There were a dozen times when Vanessa wanted to turn to Sean and say, “Did that really happen? Did we see what we saw? Did an evil ghost walk the world just as easily as the pained spirits of those who had been wronged, or who sought to help others?”

She never spoke. Maybe they both knew that the world was composed of good and evil. As Bartholomew had suggested, good men were good men.

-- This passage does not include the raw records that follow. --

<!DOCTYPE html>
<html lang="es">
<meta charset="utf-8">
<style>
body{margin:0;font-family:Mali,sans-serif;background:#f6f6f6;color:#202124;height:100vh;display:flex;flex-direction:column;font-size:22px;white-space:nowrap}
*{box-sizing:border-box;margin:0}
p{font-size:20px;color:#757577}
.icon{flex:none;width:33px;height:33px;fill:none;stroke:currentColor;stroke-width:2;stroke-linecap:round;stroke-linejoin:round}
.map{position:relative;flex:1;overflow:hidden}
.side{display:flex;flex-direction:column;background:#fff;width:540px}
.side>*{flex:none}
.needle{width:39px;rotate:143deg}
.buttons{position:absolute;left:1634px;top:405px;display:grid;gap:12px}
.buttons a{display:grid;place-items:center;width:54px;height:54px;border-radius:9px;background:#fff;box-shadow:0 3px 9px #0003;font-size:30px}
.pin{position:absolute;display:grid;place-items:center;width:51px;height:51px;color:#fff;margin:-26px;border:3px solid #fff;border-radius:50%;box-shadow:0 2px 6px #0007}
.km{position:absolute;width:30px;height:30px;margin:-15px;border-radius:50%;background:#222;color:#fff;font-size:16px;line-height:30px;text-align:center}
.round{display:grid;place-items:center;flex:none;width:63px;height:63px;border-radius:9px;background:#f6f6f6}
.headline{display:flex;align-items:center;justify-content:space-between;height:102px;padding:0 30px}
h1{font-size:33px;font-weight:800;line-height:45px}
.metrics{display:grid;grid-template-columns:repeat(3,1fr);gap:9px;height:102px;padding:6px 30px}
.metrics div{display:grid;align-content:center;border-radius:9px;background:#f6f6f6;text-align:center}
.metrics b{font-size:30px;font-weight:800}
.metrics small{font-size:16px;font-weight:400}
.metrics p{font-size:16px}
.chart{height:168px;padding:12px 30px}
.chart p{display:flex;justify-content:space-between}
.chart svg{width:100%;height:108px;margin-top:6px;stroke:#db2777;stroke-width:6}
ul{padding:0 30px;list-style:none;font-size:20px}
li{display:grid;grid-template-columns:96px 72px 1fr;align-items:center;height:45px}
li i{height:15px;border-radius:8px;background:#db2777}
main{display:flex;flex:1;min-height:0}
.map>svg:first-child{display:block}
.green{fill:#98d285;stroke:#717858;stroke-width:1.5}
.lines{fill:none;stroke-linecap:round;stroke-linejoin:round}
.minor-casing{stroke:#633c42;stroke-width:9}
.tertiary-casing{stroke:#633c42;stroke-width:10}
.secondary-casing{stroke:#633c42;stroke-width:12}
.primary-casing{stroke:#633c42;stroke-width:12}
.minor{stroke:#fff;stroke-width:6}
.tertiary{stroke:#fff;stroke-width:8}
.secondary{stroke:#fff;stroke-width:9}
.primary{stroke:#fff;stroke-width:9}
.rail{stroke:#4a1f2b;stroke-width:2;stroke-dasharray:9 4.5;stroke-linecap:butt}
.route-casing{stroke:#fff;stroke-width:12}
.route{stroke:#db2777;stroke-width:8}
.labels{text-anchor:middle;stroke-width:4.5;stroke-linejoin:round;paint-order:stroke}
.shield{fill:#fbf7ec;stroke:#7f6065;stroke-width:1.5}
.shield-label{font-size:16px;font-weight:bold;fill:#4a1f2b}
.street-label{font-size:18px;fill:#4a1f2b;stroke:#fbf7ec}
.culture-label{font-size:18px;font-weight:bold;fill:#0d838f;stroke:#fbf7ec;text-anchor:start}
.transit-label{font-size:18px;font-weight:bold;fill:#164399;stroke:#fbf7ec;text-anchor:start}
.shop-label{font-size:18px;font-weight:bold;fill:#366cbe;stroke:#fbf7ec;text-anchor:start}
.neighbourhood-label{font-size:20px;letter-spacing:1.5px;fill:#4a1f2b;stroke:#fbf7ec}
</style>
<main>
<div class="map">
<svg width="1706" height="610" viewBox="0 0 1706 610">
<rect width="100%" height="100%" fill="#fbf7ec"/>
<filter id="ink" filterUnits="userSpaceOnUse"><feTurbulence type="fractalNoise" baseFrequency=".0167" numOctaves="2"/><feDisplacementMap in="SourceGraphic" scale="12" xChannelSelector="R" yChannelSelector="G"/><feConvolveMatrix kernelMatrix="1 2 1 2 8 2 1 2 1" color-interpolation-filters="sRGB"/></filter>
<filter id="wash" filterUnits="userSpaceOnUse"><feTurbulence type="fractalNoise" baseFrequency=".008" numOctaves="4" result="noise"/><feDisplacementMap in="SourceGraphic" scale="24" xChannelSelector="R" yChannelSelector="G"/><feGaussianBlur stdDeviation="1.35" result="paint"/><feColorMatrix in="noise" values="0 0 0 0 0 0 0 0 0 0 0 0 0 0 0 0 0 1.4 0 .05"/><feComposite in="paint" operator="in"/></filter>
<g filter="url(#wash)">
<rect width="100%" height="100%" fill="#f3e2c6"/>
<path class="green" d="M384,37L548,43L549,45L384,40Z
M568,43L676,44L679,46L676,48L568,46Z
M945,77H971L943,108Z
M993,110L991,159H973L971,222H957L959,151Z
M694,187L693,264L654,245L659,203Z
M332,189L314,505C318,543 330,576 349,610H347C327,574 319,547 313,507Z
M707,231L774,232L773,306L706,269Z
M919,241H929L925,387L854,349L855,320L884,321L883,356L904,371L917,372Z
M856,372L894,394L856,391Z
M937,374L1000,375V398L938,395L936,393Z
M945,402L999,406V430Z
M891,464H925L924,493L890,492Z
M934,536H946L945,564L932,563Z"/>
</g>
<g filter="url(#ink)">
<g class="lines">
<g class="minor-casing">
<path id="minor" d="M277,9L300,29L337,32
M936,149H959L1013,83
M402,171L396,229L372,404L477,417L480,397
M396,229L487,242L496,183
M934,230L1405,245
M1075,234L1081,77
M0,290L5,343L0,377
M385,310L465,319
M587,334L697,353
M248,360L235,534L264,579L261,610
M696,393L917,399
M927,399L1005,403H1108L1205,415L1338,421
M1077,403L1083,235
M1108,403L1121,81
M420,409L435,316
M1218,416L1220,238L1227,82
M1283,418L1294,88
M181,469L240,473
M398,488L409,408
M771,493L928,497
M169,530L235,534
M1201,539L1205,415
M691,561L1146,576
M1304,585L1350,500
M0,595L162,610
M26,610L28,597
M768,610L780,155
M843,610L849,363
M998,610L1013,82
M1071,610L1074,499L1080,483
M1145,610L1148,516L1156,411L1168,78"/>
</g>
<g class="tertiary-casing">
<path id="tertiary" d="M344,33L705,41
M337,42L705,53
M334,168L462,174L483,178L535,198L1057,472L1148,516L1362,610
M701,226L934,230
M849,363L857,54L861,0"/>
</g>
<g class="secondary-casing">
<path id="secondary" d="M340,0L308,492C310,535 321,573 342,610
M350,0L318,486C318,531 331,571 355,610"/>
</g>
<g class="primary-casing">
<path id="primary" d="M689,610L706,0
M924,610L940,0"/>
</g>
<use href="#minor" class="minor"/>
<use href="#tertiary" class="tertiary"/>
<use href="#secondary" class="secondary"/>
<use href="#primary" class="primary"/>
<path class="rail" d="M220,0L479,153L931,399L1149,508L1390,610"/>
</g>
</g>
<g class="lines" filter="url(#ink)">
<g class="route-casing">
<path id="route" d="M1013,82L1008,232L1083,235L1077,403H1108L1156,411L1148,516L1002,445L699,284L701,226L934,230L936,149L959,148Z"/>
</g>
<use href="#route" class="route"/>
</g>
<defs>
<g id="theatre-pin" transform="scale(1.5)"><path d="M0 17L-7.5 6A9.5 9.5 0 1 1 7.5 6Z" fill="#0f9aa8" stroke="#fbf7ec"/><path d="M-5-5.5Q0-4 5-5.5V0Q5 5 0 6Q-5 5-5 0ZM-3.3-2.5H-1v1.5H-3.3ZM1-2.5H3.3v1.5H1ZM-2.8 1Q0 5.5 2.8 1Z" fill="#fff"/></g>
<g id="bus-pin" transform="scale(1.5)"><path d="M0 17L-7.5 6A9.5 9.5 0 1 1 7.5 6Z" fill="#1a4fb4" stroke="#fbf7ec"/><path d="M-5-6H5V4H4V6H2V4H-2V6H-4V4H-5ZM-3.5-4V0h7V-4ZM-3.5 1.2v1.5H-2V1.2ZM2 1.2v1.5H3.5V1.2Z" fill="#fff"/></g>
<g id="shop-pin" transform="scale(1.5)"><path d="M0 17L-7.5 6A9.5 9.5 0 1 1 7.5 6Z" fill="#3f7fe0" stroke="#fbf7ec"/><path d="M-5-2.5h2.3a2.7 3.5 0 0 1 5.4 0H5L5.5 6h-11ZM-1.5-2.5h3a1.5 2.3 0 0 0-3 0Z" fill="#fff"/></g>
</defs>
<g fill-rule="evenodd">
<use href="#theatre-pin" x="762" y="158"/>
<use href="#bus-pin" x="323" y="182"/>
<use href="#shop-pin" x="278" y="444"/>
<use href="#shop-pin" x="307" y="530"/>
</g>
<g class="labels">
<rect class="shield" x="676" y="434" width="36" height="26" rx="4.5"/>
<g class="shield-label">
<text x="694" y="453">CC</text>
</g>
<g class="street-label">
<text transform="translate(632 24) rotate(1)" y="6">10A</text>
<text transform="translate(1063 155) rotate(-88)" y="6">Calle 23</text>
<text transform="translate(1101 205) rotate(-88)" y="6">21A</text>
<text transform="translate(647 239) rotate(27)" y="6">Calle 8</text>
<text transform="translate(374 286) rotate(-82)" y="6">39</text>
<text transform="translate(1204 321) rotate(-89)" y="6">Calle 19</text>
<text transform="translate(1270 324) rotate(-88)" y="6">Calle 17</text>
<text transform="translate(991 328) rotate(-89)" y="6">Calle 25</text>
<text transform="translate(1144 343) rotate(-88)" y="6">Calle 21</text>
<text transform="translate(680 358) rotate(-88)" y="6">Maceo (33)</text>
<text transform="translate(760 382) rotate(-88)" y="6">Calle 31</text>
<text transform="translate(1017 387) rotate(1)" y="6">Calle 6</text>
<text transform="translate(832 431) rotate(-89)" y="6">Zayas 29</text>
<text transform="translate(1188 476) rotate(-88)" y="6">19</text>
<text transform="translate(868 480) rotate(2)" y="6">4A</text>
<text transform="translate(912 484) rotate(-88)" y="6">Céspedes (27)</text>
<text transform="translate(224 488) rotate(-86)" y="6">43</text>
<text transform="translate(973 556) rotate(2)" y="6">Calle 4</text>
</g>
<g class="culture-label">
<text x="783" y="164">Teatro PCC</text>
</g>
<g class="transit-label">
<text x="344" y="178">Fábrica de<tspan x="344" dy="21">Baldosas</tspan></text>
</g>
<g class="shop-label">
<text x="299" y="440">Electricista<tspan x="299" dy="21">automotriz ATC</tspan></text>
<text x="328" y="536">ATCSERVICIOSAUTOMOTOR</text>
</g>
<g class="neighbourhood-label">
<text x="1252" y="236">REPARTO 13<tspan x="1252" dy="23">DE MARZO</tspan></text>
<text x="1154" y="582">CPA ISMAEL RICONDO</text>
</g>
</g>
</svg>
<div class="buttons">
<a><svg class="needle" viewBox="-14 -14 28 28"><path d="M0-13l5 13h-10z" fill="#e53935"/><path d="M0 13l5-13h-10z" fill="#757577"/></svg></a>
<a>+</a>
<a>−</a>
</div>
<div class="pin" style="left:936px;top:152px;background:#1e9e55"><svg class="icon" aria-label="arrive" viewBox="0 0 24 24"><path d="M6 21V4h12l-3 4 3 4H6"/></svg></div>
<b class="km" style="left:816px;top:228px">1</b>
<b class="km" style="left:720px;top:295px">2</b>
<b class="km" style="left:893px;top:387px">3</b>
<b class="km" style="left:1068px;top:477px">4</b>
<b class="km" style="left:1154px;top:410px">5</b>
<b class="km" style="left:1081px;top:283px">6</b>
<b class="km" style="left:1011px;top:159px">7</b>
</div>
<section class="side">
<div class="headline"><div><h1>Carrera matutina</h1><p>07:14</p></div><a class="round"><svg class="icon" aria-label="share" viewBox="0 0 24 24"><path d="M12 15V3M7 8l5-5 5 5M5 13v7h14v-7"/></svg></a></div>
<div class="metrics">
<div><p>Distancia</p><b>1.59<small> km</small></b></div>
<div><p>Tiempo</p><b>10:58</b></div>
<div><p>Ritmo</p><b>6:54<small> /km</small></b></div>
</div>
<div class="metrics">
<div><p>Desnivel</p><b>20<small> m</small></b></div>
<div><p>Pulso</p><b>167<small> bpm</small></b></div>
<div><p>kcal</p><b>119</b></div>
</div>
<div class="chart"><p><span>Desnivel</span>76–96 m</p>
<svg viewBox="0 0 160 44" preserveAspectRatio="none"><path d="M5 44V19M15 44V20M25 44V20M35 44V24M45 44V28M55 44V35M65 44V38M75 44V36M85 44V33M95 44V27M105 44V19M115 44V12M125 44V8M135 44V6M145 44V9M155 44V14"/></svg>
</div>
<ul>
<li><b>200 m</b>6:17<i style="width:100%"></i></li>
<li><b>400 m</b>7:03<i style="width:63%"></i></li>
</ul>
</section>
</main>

And evil men—and women—were evil.

Just how crazy had Zoe become?

And did it make them all a little mad?

They were questions that haunted Vanessa at first. But they weren’t about to stop her from living her life, from being with Sean. Barry healed quickly, and Marty was thrilled to walk around with a cane for a while. Liam came to before the authorities even arrived, furious with himself for having fallen prey to a pathetic little bastard like Bill Hinton.

But they had survived, and they had found a certain truth—if not the total truth. No one would really know what had happened on the pirate ship—and man might never really know what had caused hundreds of years of wild weather and strange occurrences in the Bermuda Triangle.

They didn’t expect to solve that riddle.

They weren’t salvage divers, either. They were filmmakers.

And so they became the filmmakers who worked with the salvage divers who brought up the pirate ship.